Fixed rate UK international mortgage demand to rise, as regulator confuses
Demand for international sterling fixed rate mortgages is expected to rise amongst overseas buyers of UK property, thinks expatriate mortgage broker Offshoreonline.org after UK Bank of England Governor Mark Carney gave his strongest hint yet that the UK Base Rate could rise this year. The change in direction by the Governor has taken many by surprise, coming as it does several months ahead of most commentator forecasts.
With UK two year buy to let variable interest rates ranging from 4.24% to just over 5% , but two year fixed rate funding available at just 5.14%, the decision looks an easy one for most expatriates, thinks Offshoreonline.org’s Tim Harvey. “For those with a 25% deposit, there is just 0.01% difference between opting for the security of a fixed rate as opposed to chancing the fact that UK Base Rate will not rise within two years. Most people now believe that UK Base Rate will rise within 10 – 14 months, meaning variable rate loans will all be pushed upwards by similar amounts. Faced with this choice, two year fixed rate funding looks extremely attractive at present.”
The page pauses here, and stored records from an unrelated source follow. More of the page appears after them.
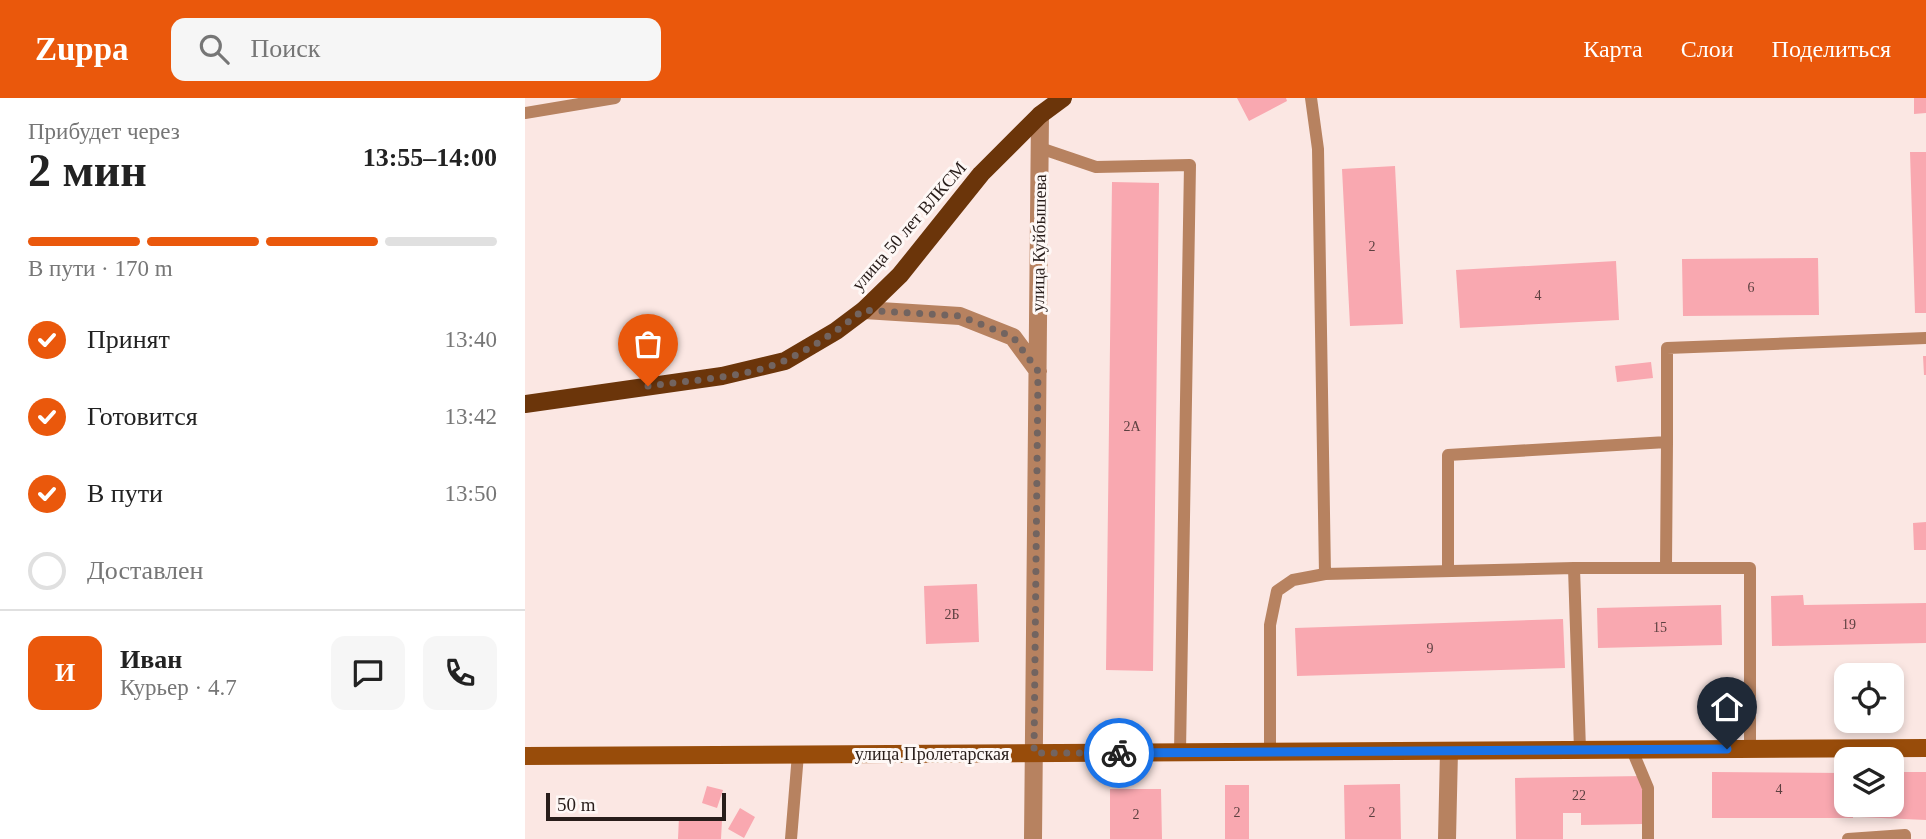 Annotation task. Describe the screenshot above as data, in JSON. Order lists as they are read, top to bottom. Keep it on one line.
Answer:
{"streets":{"main road":["улица 50 лет ВЛКСМ","улица Пролетарская"],"street":["улица Куйбышева"]},"crossings":[["улица 50 лет ВЛКСМ","улица Куйбышева"],["улица Куйбышева","улица Пролетарская"]],"house_numbers":["2","6","4","2А","2Б","19","15","9","4","22","2","2","2"],"scale_bar":"50 m","page":{"header":"Zuppa","search":"Поиск","nav":["Карта","Слои","Поделиться"],"heading":["2 мин","Прибудет через","13:55–14:00"],"panel":["Иван","Курьер · 4.7"],"bar":"В пути · 170 m","list":[["Принят","13:40"],["Готовится","13:42"],["В пути","13:50"],"Доставлен"],"round":"И","scale":"50 m"}} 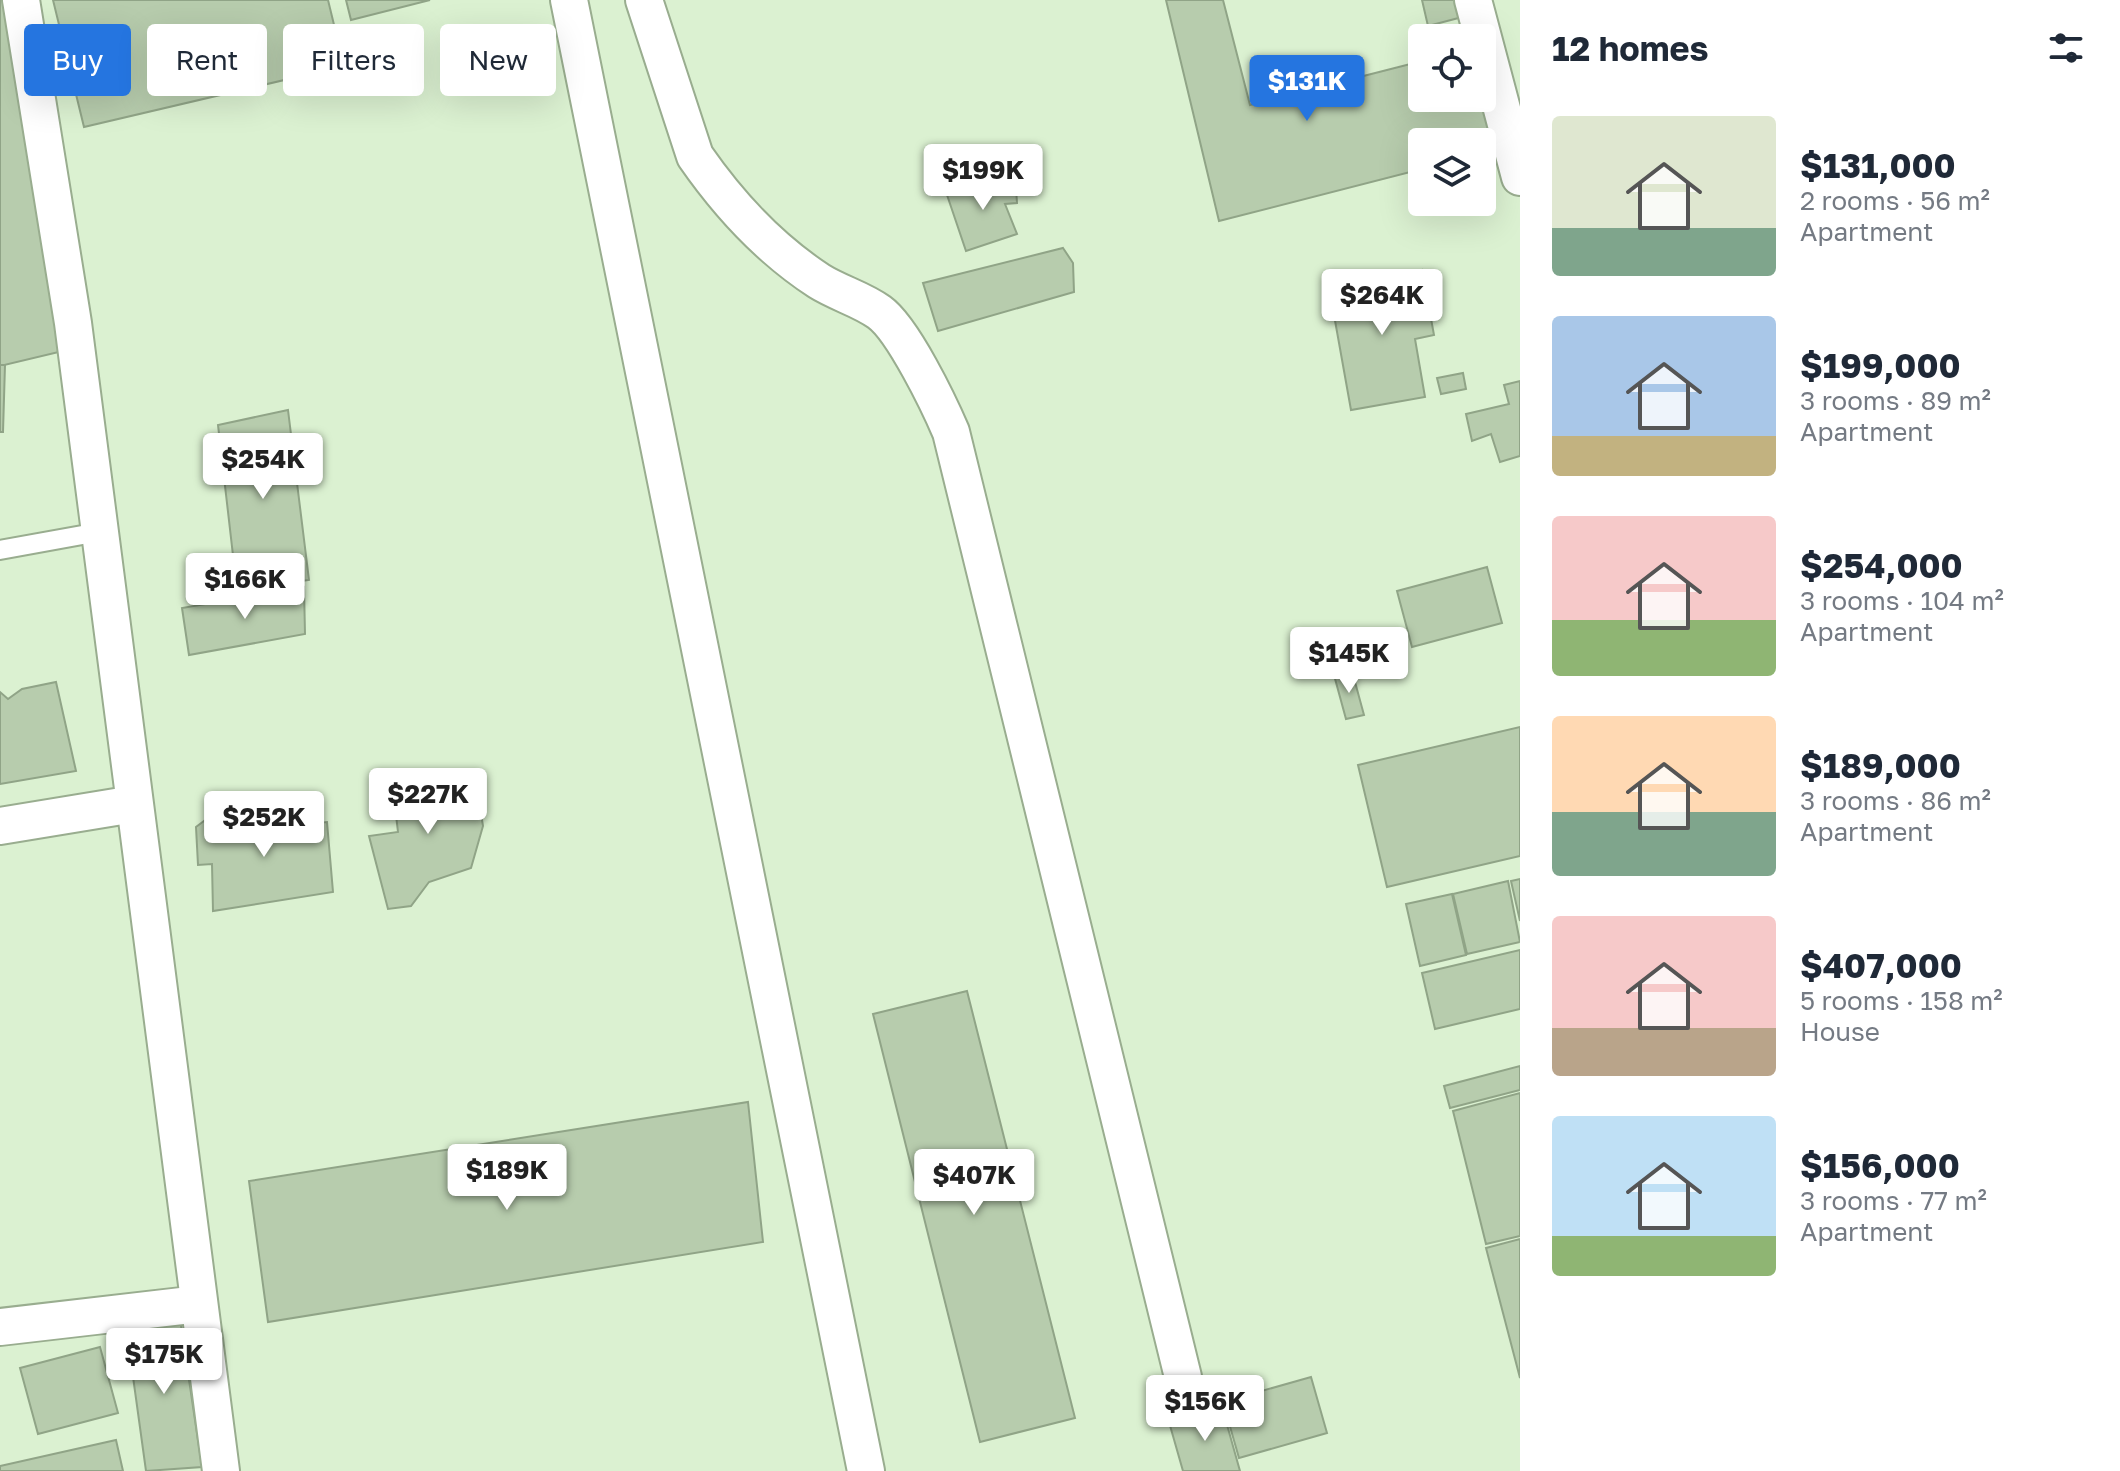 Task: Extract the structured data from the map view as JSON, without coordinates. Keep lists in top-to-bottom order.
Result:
{
  "page": {
    "heading": "12 homes",
    "chip": [
      "Buy",
      "Rent",
      "Filters",
      "New"
    ],
    "price": [
      "$131K",
      "$199K",
      "$264K",
      "$254K",
      "$166K",
      "$145K",
      "$227K",
      "$252K",
      "$189K",
      "$407K",
      "$175K",
      "$156K"
    ],
    "list": [
      {
        "name": "$131,000",
        "note": "2 rooms · 56 m² · Apartment"
      },
      {
        "name": "$199,000",
        "note": "3 rooms · 89 m² · Apartment"
      },
      {
        "name": "$254,000",
        "note": "3 rooms · 104 m² · Apartment"
      },
      {
        "name": "$189,000",
        "note": "3 rooms · 86 m² · Apartment"
      },
      {
        "name": "$407,000",
        "note": "5 rooms · 158 m² · House"
      },
      {
        "name": "$156,000",
        "note": "3 rooms · 77 m² · Apartment"
      }
    ]
  }
} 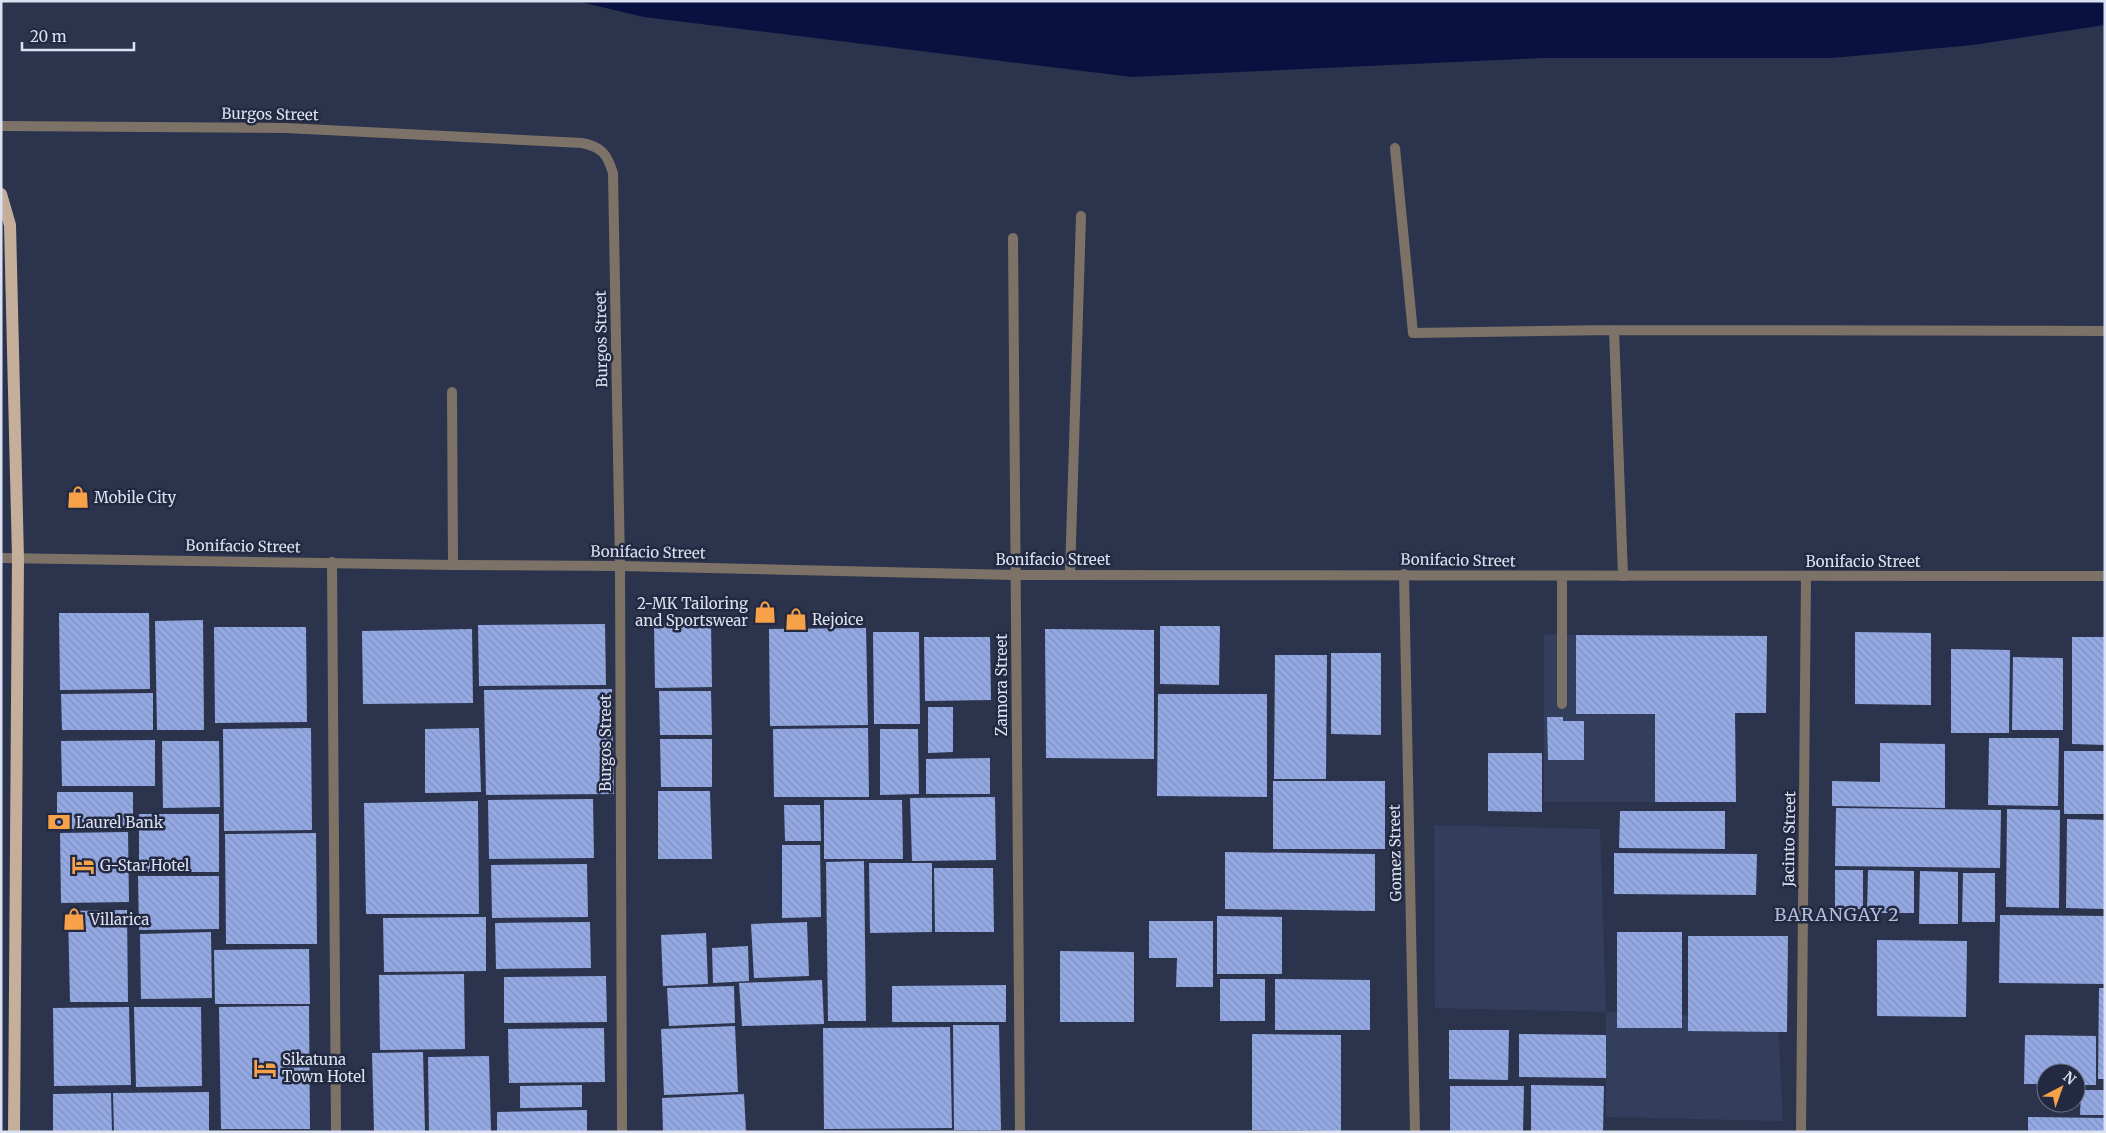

At the same time, brokers are noting a slowdown in UK mortgage main home purchase applications, as the new Mortgage Market Review rules begin to bite. Under the new regime, banks are now using an affordability led model to agree mortgage loans, rather than salary multipliers, which was a feature of the old system. Yet just this week, as least two major banks have announced caps of four times salary on selected loan applications, following comments from the UK Regulator suggesting additional limits were needed over and above affordability limits. Harvey continues, “We are now seeing confusion in the areas of main home loan applications. Lenders are implementing far stricter checks on affordability and stress testing notional mortgage rates at up to 7%, something which has led to a slowing and reduction of approvals. At the same time, some lenders such as Lloyds and Royal Bank of Scotland, owners of Nat West, have introduced caps of four times salary on some larger loans applications.”
This new dual approach to limiting lending is likely to become more widespread next year, as the Bank of England is given formal powers to be able to instruct banks to implement caps similar to those operated by Lloyds and Nat West at present. International UK mortgages for expatriates hoping to build a buy to let portfolio are unaffected by the majority of these changes, as buy to let loans are not caught by the new rules.